Kingdom Conspiracy– Part Ten

Kingdom Conspiracy– Part Ten 2015-03-13T22:46:18-04:00

scot

This will be our last post on Scot McKnight’s fine book which came out last fall (Brazos Press). It has many merits, not least of which is it is very clearly written, gets right to the point, and has lots of memorable lines like “the Pharisees emphasized the love of Torah, contrasted with Jesus who emphasized the Torah of love”. In this post I want to sum up on a few points to makes clear where I think Scot and I differ.

The first of these points, which you should have gathered from reading the previous posts is that while I agree the kingdom involves all five elements that Scot stressed (see the previous posts), I do not think those things define the word basileia. I think it refers to God’s eschatological saving activity, which results in those five things and more. I think it also, when it is in a sentence discussing the future refers to a place which one enters, inherits, obtains. So the traditional tandem of reign (or divine saving incursion) and realm are a better definition of the word itself. I prefer the translation dominion both in its verbal and noun senses (to have dominion over, to enter the king’s dominion) over the translation kingdom.
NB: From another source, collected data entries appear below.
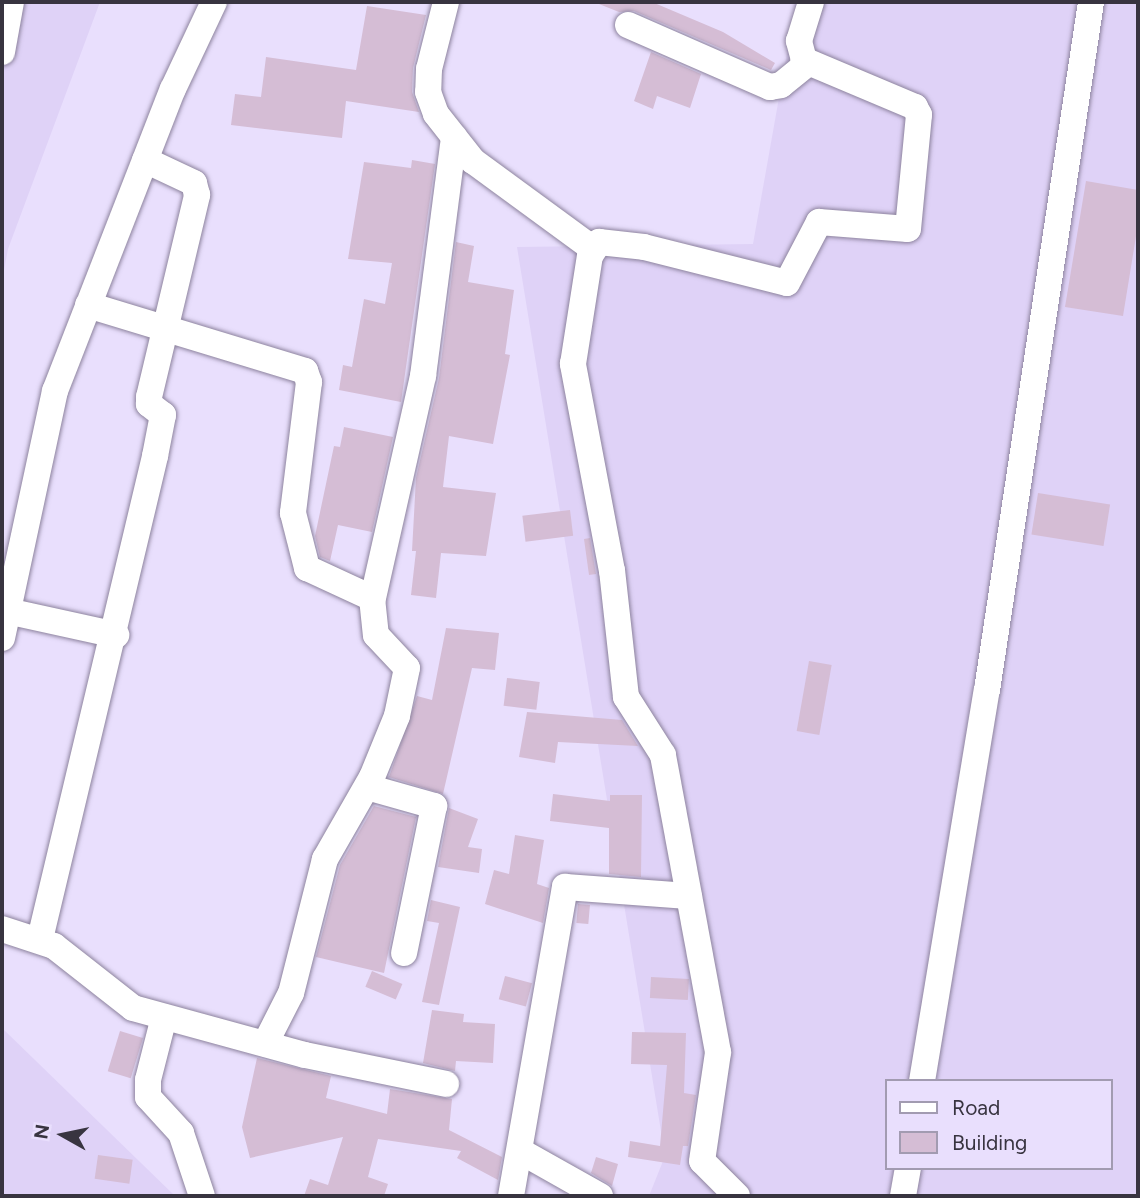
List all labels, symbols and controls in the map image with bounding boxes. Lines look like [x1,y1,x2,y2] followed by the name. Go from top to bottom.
[884,1079,1112,1170] legend
[952,1095,1000,1120] text: Road
[28,1100,98,1170] north arrow
[29,1123,54,1141] text: N
[952,1130,1027,1155] text: Building

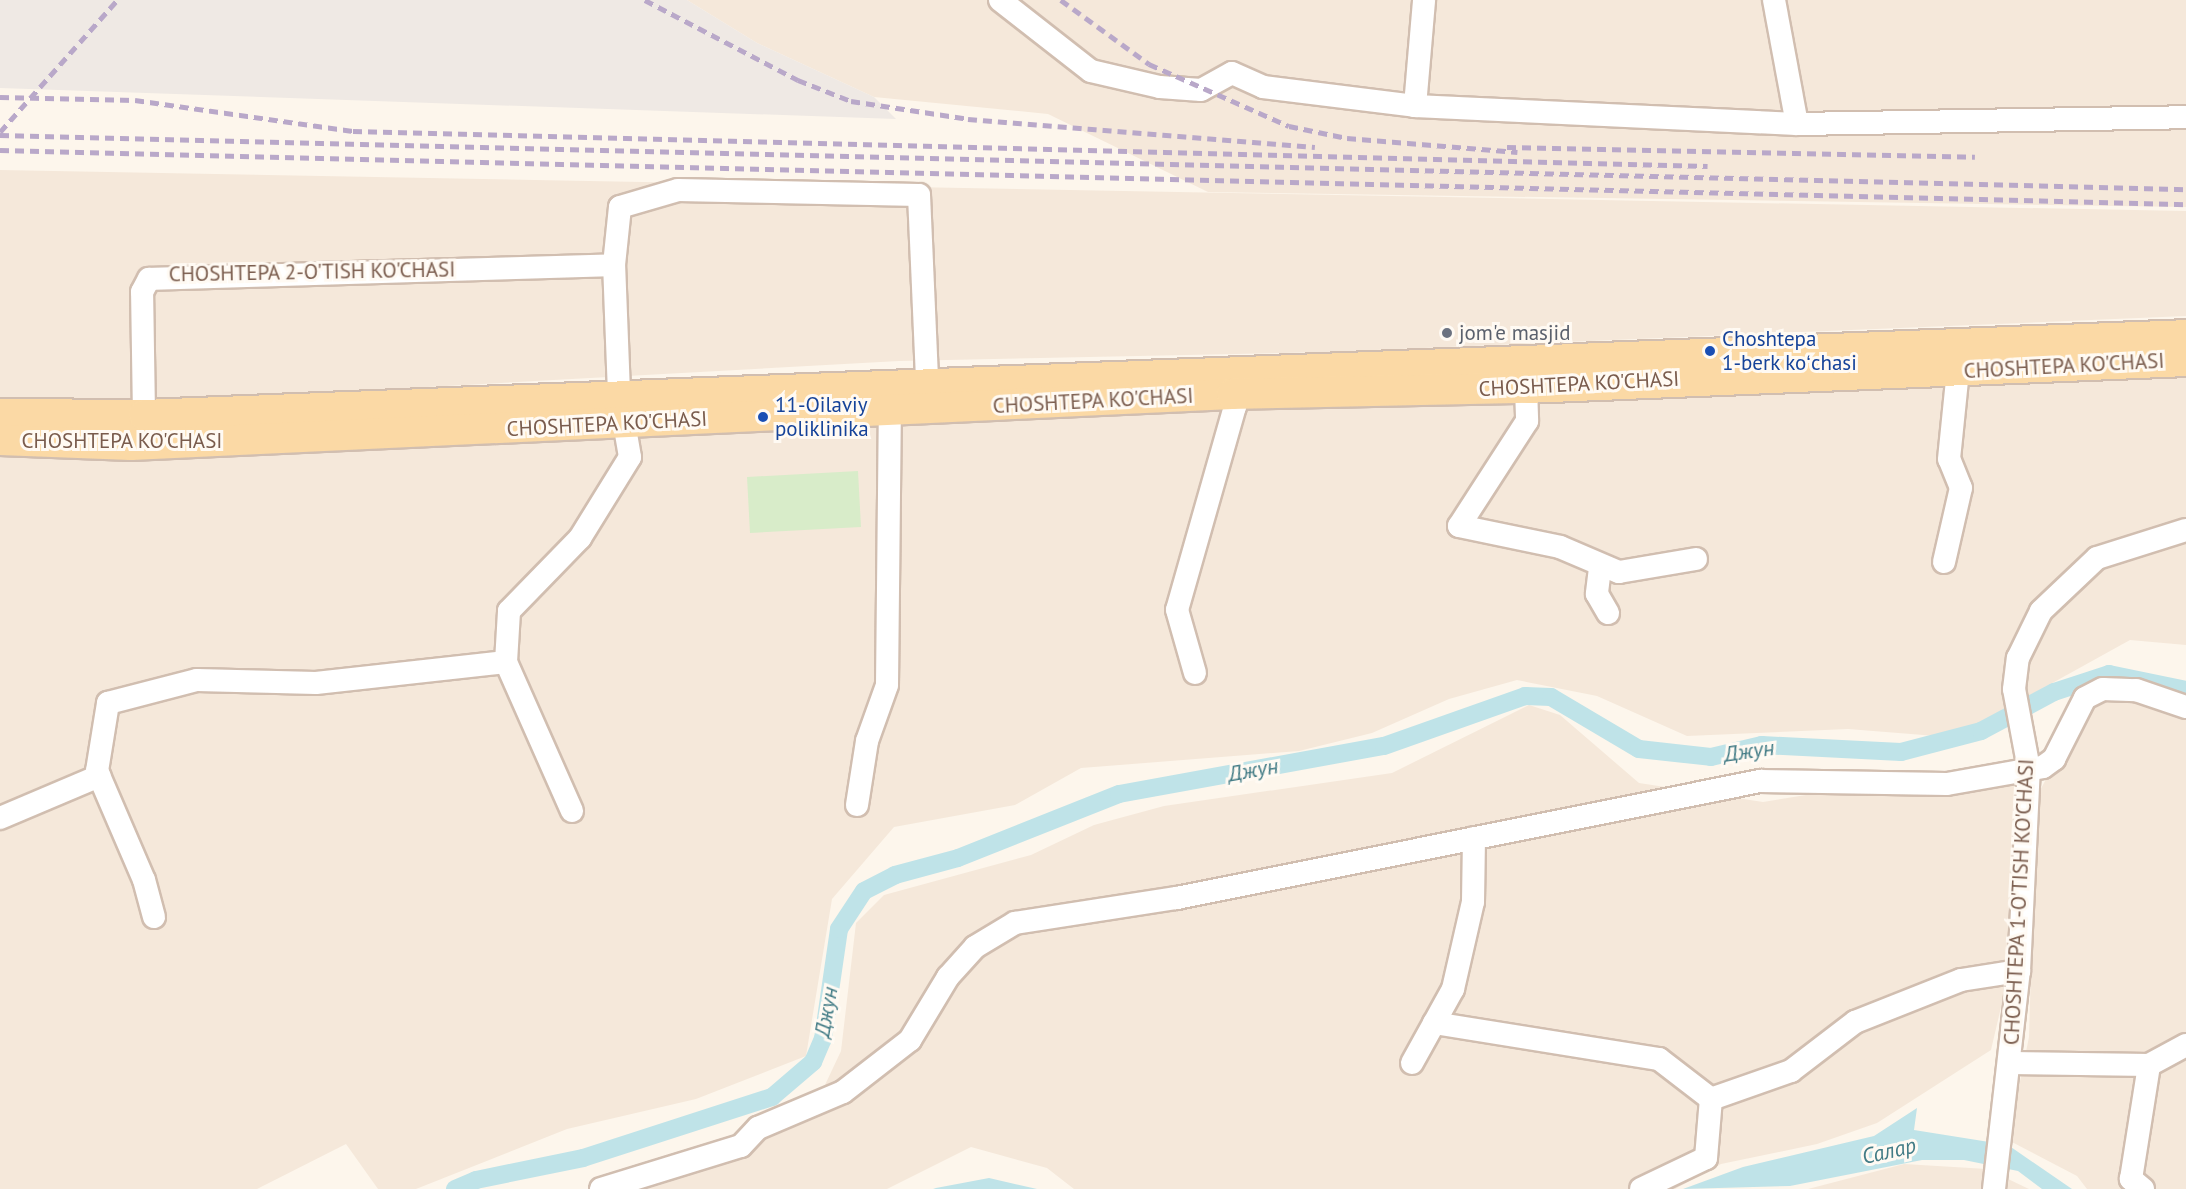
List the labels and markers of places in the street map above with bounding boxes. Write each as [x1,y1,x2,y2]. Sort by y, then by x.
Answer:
place label: jom'e masjid [1459,320,1570,346]
marker: jom'e masjid [1440,326,1454,340]
place label: Choshtepa 1-berk koʻchasi [1722,326,1857,376]
marker: Choshtepa 1-berk koʻchasi [1703,344,1717,358]
place label: 11-Oilaviy poliklinika [775,392,869,442]
marker: 11-Oilaviy poliklinika [756,410,770,424]

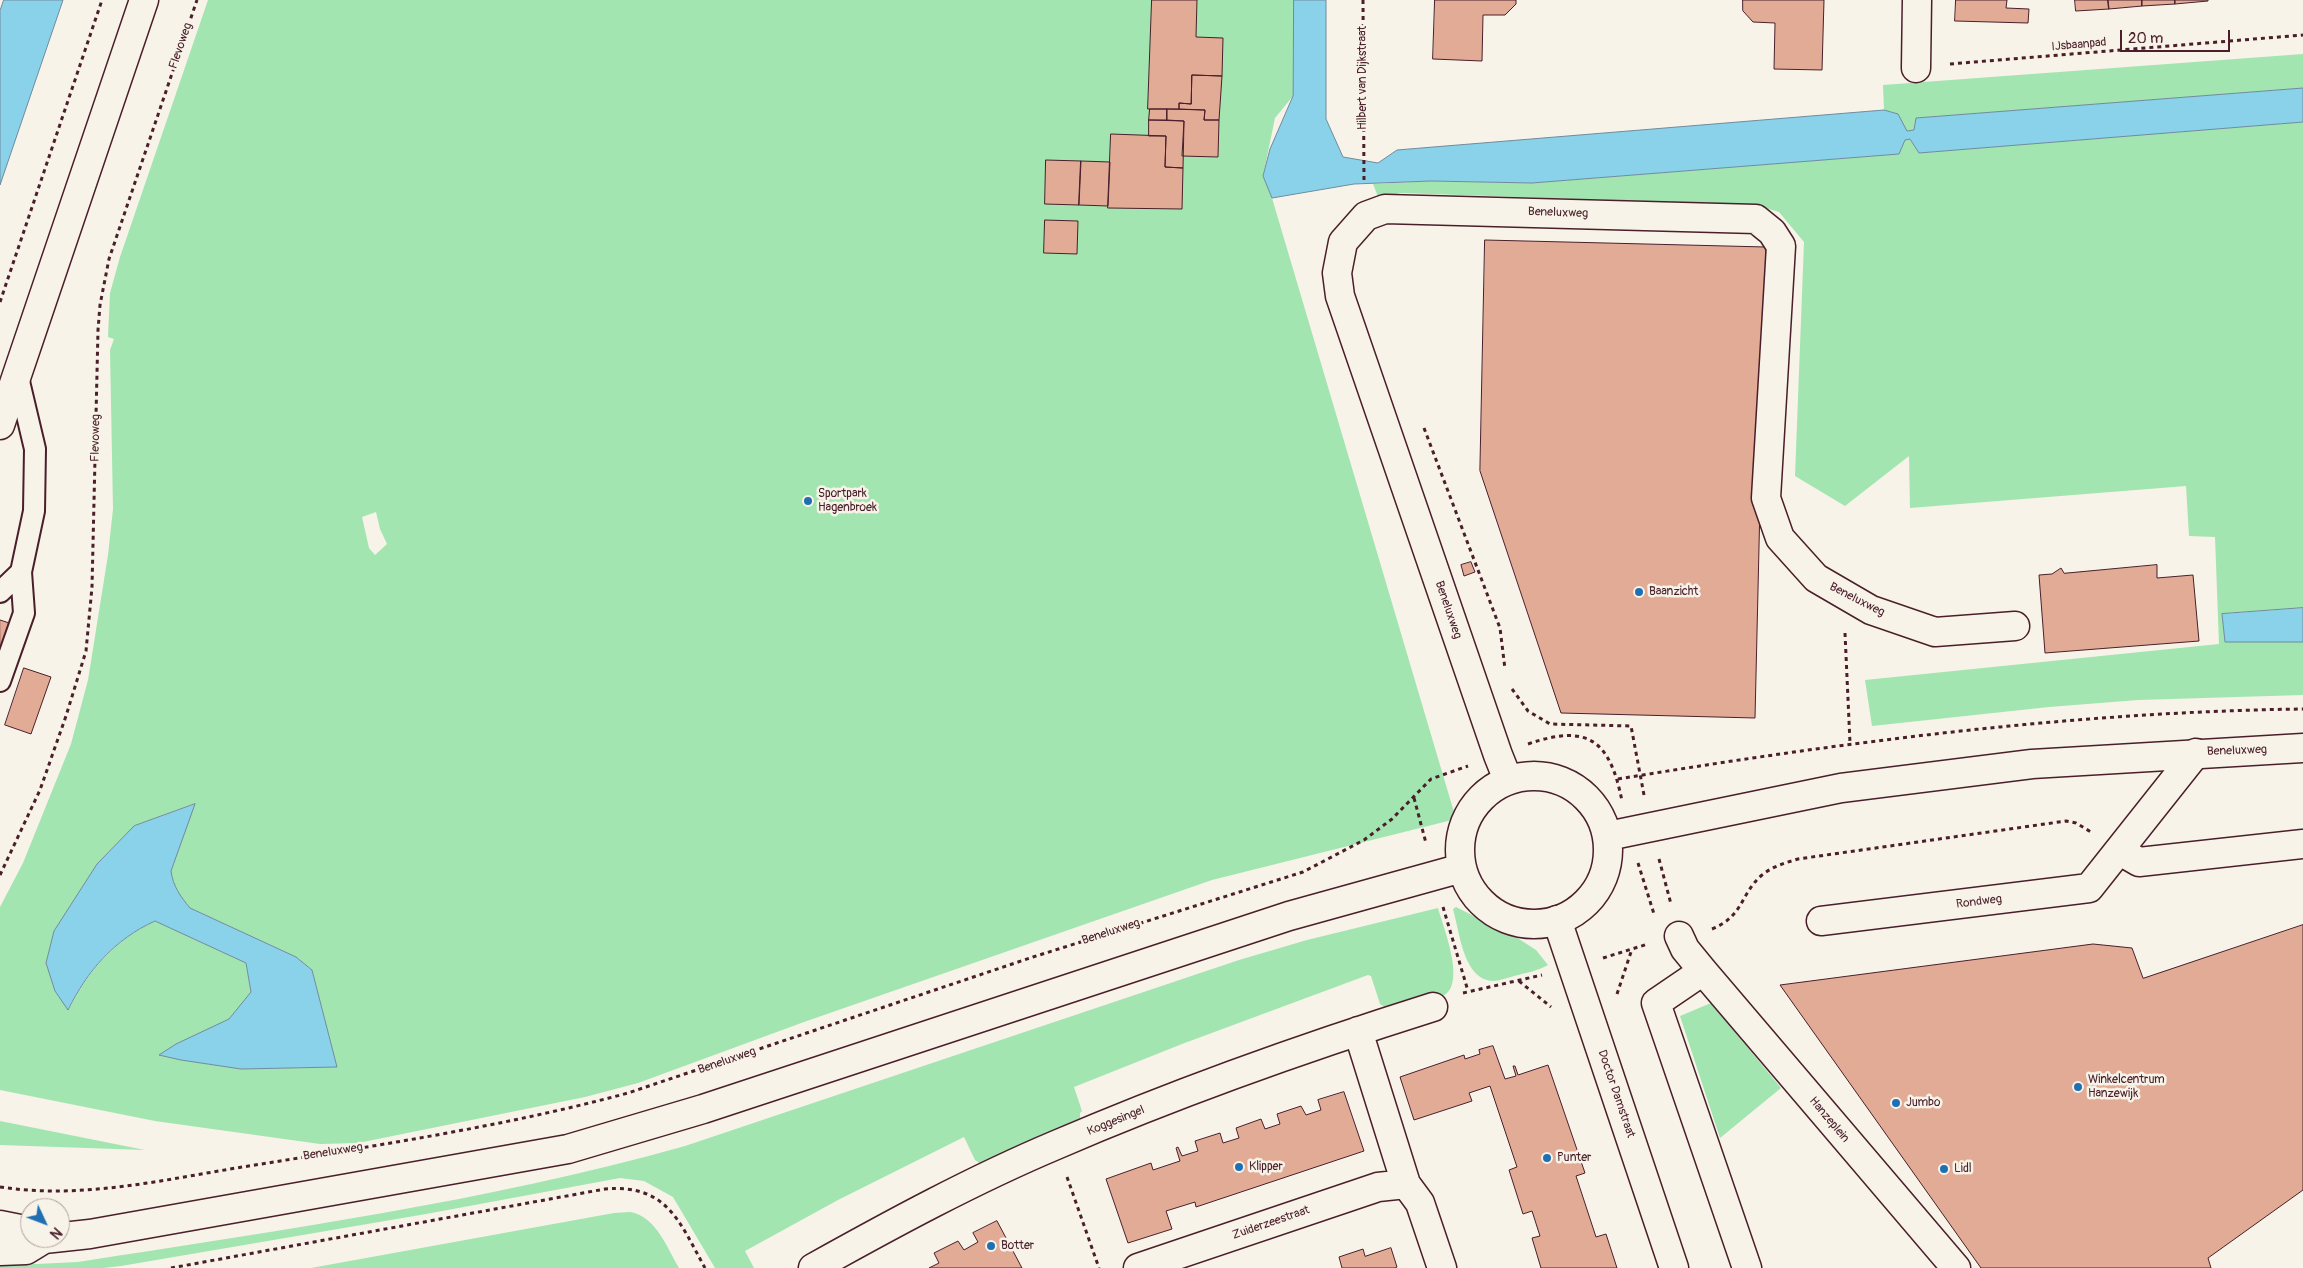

Secondly, and related to the first point, Scot makes his case on the basis of the use of the term kingdom during and after the monarchy in reference to Israel or Judah. I think this is a mistake. The kingdom Jesus is referring to involves divine intervention. It is not a continuation of, nor the final perfect iteration of previous kingdoms. Indeed, the proper antecedent is the theocracy which preceded any Jewish kingdoms. We are talking here about the kingdom of God, not the kingdoms of Israel in the Gospels and in the rest of the NT. In part, Scot takes the view he does because he sees the church as ‘Israel expanded’ to use his phrase. This too I would say is a mistake. The church is not the continuation of Israel, nor the perfection of Israel. Israel clearly enough in the NT refers to Jews who are not followers of Jesus. This is especially clear in Roman 9-11 where Paul goes so far as to talk about Israel as those who have been temporarily broken off from the people of God so that the full number of Gentiles can be grafted into the people of God. He then goes on, at the end of Rom. 11 to insist that when Jesus returns, he will turn away the impiety of Jacob, and ‘all Israel will be saved’, by which is meant a large number of Jews who previously did not believe in Jesus. For Paul, the people of God, before the return of Christ, as Jew and Gentile united in Christ which he quite deliberately doesn’t call Israel, he calls it either the body of Christ or the ekklesia. And that brings us to the other important difference between Scot’s view and my own. We disagree about the church.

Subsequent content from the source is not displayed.